Les progrès dans la détermination des règles applicables à l'espace nécessitent une volonté déterminée des Européens. L'espace est un enjeu où la compétition avec les Etats-Unis nécessite une Europe unie, a fortiori à l'heure où la quasi-totalité des lanceurs russes sont passés sous le contrôle des firmes américaines.

La réussite d'Eutelsat, qui a son siège à Paris, et qui dote l'Europe d'une capacité de télédiffusion de première importance, est à cet égard un exemple.

La réussite des programmes Galileo et GMES aura, quant à elle, valeur de test à cet égard.

Galileo devrait permettre à l'Europe d'accéder à l'autonomie dans le domaine du positionnement satellitaire qui est aujourd'hui réservé aux Etats-Unis avec le GPS et à la Russie avec Glonass. Le Conseil européen de Laeken a réaffirmé qu'il attachait une importance stratégique à ce projet et a souhaité qu'une décision sur le financement de la phase de développement puisse intervenir d'ici mars 2002.

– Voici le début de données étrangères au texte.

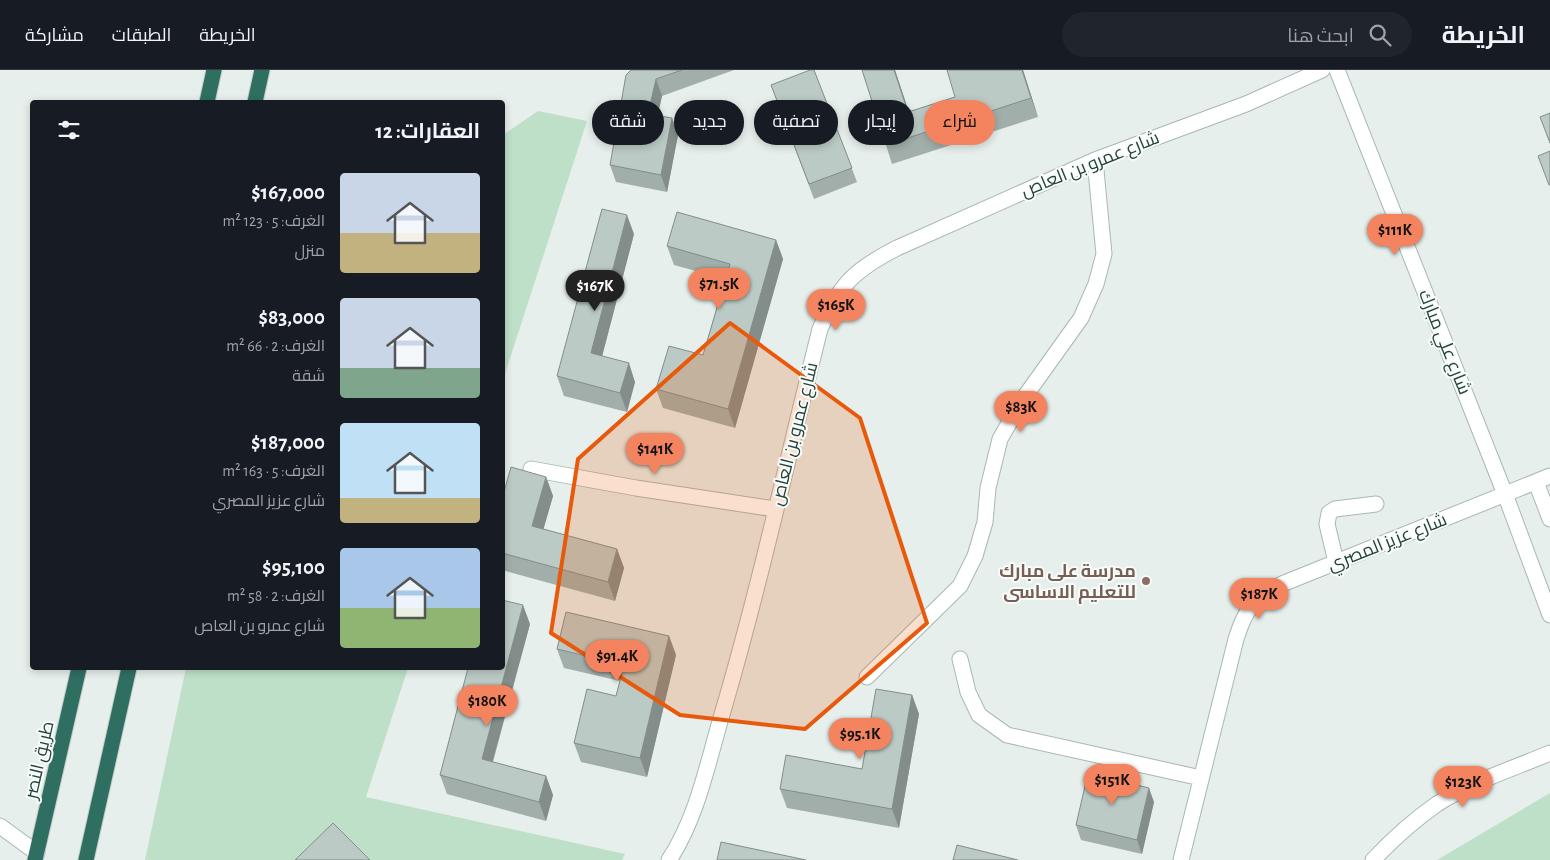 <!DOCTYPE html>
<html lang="ar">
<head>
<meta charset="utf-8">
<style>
  :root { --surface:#171b24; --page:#20242c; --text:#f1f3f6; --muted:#9ea1a6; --line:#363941; --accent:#f4845f }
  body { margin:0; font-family:"Alegreya Sans",Cairo,sans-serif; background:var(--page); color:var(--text); direction:rtl; height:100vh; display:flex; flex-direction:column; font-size:19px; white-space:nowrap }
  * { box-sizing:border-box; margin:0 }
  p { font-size:16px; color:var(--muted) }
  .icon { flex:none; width:28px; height:28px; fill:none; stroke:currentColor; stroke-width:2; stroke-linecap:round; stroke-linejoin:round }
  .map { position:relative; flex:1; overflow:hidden; direction:ltr }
  .panel { position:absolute; left:30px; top:30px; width:475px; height:570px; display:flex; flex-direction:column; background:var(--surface); border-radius:5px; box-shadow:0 2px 8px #0003; direction:rtl }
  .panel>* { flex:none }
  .banner { position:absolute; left:520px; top:30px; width:475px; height:45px; direction:rtl; display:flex; gap:10px }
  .price { position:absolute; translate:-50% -42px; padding:0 11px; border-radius:18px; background:var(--accent); color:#111; font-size:16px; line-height:32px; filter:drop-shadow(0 1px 2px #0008) }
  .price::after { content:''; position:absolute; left:50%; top:30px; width:15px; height:11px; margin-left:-8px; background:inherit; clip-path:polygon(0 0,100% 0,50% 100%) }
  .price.current { background:#222; color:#fff }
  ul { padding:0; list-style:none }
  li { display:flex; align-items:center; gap:15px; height:125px; padding:0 25px }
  li span { display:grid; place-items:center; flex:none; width:140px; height:100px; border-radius:5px; color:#555 }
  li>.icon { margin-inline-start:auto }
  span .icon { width:60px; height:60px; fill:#fffc; stroke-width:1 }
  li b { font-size:21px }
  h2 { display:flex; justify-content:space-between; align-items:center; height:60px; padding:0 25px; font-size:21px }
  .chip { padding:0 18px; border-radius:22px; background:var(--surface); box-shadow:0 2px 8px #0003; font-size:18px; line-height:45px }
  .chip.current { background:var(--accent); color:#111 }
  header { display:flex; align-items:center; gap:30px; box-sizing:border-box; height:70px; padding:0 25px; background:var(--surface); border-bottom:1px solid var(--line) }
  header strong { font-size:24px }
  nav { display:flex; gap:28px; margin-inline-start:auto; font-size:18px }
  .search { width:350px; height:45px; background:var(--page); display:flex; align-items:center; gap:12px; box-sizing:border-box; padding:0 18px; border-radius:28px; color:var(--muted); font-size:19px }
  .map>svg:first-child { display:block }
</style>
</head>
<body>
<header>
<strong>الخريطة</strong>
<div class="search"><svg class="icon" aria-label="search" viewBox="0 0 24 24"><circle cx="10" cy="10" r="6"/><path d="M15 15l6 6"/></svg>ابحث هنا</div>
<nav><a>الخريطة</a><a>الطبقات</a><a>مشاركة</a></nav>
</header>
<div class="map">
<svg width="1550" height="790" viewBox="0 0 1550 790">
  <rect width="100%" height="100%" fill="#e6efeb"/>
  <path fill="#bfe0c8" d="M 538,41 L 587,51 L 503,310 L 503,65 Z
    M 186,598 L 408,598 L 366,727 L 625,784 L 622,790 L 145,790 Z
    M 1550,723 L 1550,790 L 1437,790 Z"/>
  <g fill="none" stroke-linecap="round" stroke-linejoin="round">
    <g stroke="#a8b8b2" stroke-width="17">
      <path id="minor" d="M 1337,0 L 1505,424 L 1550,545
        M 531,399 L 636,418 L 775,439
        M 1536,412 L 1550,449
        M 1336,492 L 1327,454 L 1329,443 L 1335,439 L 1376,434
        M 960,589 L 968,622 L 979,645 L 1007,665 L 1201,708
        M 867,607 L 960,516 L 975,486 L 985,452 L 988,418 L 1000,369 L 1023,329 L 1081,248 L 1096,214 L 1104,184 L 1095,90
        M 0,756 L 37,783
        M 669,790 C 698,746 708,691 723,641 C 760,515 788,386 820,259 C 840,214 854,200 897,178 L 1095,90 L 1246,34 L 1322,0
        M 1181,790 L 1236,569 C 1246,537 1253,530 1282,514 L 1550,406
        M 1373,790 C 1392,770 1414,750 1437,734 C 1471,712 1512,699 1550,683"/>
    </g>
    <g stroke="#c2cac8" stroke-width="17">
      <path id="highway" d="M 207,32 L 214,0
        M 255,32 L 262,0
        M 35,790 L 79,598
        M 86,790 L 129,598"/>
    </g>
    <use href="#minor" stroke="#fff" stroke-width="15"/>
    <use href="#highway" stroke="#2f6f62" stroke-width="15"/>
  </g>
  <path fill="#a1aea9" d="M 631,0 L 734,0 L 662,26 L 658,45 L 672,48 L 678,65 L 667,122 L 616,112 L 610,95 Z
    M 814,0 L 857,112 L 814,129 L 771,15 Z
    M 862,0 L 895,0 L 909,42 L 955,27 L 1023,0 L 1038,47 L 892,94 L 886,75 Z
    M 634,164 L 602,286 L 635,312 L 627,342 L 564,326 L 557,306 Z
    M 776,170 L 783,189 L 735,358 L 663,338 L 656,319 L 703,285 L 725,209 L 674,195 L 667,176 Z
    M 546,407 L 553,426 L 543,459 L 617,479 L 624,498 L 615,531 L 502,500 L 502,429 Z
    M 530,554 L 493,692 L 546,706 L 553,725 L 546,751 L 447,724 L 440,705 Z
    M 669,566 L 676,585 L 647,707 L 581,692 L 574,673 L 616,626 L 620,611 L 564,598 L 557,579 Z
    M 912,625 L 919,644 L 899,758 L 787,738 L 780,719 L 862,699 Z
    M 1154,732 L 1142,784 L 1081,770 L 1076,755 Z"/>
  <path fill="#838d89" d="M 894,0 L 895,0 L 915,61 L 908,42 Z
    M 1022,0 L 1023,0 L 1038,47 L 1031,28 Z
    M 656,9 L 662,26 L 654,60 L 648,44 Z
    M 672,48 L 678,65 L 667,122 L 661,105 Z
    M 627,145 L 634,164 L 598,302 L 591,283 Z
    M 776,170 L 783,189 L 735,358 L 728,339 Z
    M 629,293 L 635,312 L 627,342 L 620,323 Z
    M 546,407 L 553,426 L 539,475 L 532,456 Z
    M 617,479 L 624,498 L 615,531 L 608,512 Z
    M 523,535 L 530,554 L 488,708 L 482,689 Z
    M 669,566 L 676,585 L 647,707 L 640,688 Z
    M 912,625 L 919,644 L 899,758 L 892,739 Z
    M 546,706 L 553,725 L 546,751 L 539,732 Z
    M 1149,718 L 1154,732 L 1142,784 L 1137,770 Z"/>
  <path fill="#bbcac4" stroke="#838d89" d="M 631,0 L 682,0 L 656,9 L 648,44 L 672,48 L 661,105 L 610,95 L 626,5 Z
    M 810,0 L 814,0 L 852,98 L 809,114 L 771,15 Z
    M 862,0 L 894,0 L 908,42 L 955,27 L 947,0 L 1022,0 L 1031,28 L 886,75 Z
    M 1550,43 L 1550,73 L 1540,47 Z
    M 1550,81 L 1550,115 L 1549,115 L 1538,86 Z
    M 602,139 L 627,145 L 591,283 L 629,293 L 620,323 L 557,306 Z
    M 677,142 L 776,170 L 728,339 L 656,319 L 669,276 L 703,285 L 730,194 L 667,176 Z
    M 511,397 L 546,407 L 532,456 L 617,479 L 608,512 L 502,483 L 502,429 Z
    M 502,530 L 523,535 L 482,689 L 546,706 L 539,732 L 440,705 L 468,598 L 502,598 Z
    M 566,542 L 669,566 L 640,688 L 574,673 L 587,619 L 616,626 L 624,595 L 557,579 Z
    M 876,619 L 912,625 L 892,739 L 780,719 L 786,685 L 862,699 Z
    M 1088,703 L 1149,718 L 1137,770 L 1076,755 Z
    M 333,753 L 370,790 L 295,790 Z
    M 721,772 L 806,790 L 717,790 Z
    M 957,775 L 1018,790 L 953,790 Z"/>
  <path fill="#e8590c" fill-opacity="0.2" stroke="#e8590c" stroke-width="4" stroke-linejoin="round" d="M 730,253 L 860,348 L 927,553 L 805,659 L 680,645 L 551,563 L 578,389 Z"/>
  <circle fill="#8d6e63" stroke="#f7fbf9" stroke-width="2" cx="1146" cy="511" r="5"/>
  <g text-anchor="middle" stroke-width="4" stroke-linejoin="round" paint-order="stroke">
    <g font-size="18" fill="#24423a" stroke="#f7fbf9">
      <text transform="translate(1090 94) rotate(-22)" y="6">شارع عمرو بن العاص</text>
      <text transform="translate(1445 272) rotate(68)" y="6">شارع علي مبارك</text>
      <text transform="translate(794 364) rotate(-76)" y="6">شارع عمرو بن العاص</text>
      <text transform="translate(1387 472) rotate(-22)" y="6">شارع عزيز المصري</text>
      <text transform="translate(39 690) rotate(-77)" y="6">طريق النصر</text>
    </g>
    <g font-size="18" font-weight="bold" fill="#785e54" stroke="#f7fbf9" text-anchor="end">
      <text x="1136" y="507">مدرسة على مبارك<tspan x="1136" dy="21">للتعليم الاساسى</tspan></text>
    </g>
  </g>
</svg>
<b class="price" style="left:1395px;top:186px">$111K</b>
<b class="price" style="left:719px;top:240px">$71.5K</b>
<b class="price current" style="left:595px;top:242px">$167K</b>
<b class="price" style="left:836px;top:261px">$165K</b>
<b class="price" style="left:1021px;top:363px">$83K</b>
<b class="price" style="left:655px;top:405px">$141K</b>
<b class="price" style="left:1259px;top:550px">$187K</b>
<b class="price" style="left:617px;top:612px">$91.4K</b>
<b class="price" style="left:487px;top:657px">$180K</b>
<b class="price" style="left:860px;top:690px">$95.1K</b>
<b class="price" style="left:1112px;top:736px">$151K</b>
<b class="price" style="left:1463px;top:738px">$123K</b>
<div class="banner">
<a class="chip current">شراء</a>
<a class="chip">إيجار</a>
<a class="chip">تصفية</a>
<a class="chip">جديد</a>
<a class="chip">شقة</a>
</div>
<section class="panel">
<h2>العقارات: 12<svg class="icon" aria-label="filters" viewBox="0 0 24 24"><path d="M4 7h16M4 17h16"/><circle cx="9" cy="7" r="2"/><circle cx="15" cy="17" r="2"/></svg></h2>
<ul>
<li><span style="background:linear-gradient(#c9d6e8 60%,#c2b280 0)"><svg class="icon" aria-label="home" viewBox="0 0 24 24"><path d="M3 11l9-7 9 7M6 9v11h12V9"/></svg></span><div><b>$167,000</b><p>الغرف: 5 · 123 m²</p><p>منزل</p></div></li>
<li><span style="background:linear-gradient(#c9d6e8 70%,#7fa58c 0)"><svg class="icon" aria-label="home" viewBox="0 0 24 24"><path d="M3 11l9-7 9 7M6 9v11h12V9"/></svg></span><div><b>$83,000</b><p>الغرف: 2 · 66 m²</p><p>شقة</p></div></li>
<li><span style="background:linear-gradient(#bfe0f5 75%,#c2b280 0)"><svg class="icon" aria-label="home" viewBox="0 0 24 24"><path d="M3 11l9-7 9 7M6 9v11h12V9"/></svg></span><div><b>$187,000</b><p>الغرف: 5 · 163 m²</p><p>شارع عزيز المصري</p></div></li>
<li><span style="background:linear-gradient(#a9c7e8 60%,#8fb573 0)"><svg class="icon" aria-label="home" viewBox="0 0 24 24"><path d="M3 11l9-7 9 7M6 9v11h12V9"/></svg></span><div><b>$95,100</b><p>الغرف: 2 · 58 m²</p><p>شارع عمرو بن العاص</p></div></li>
</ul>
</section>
</div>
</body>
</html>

GMES, (Global Monitoring for Environment and Security), qui en est à ses premiers pas, permettra à l'Europe de surveiller, par ses propres moyens, les situations écologiques. Ce sera un outil au service de la planète, permettant à l'Europe d'agir plus rapidement et plus efficacement dans les crises humanitaires liées à l'environnement.

La volonté américaine de domination spatiale, dont l'administration fait une pierre angulaire de la puissance des Etats-Unis du XXIème siècle, peut être un défi salutaire : elle devrait inciter les Européens à réfléchir sur le sens de leur engagement commun en matière spatiale..

Or, malgré nos efforts, les Etats-Unis consacrent à l'espace 6 fois plus, en termes d'effort public civil et militaire, que l'Europe.


Mesdames et Messieurs,

Je suis pleinement conscient que l'aventure spatiale française a été, au cours des quarante dernières années, un facteur d'influence et de puissance pour notre pays, au même titre que nos succès industriels dans l'aéronautique, l'industrie ferroviaire, le nucléaire ou encore les résultats obtenus par nos chercheurs en mathématiques, en sciences physiques ou en médecine.

Nombreux, sont les projets en gestation pour les prochaines décennies. La France devra s'y impliquer, soit en participant, soit en veillant à ce que nos intérêts soient préservés. Ces projets seront de moins en moins identifiés à des nations, et de plus en plus à des coopérations internationales. A nous d'y occuper toute notre place.


La conquête de l'Espace séduit l'imagination des hommes. Elle a inspiré des réalisations technologiques audacieuses et nécessité des tractations juridiques et diplomatiques sophistiquées. Continuons. Faisons aussi en sorte que l'usage de l'Espace soit plus équitable dans de nombreux domaines : météorologie, cartographie et positionnement, télécommunication, enseignement télédiffusé, recherche médicale... La politique spatiale est aussi, aujourd'hui, une dimension de notre politique visant à maîtriser la mondialisation.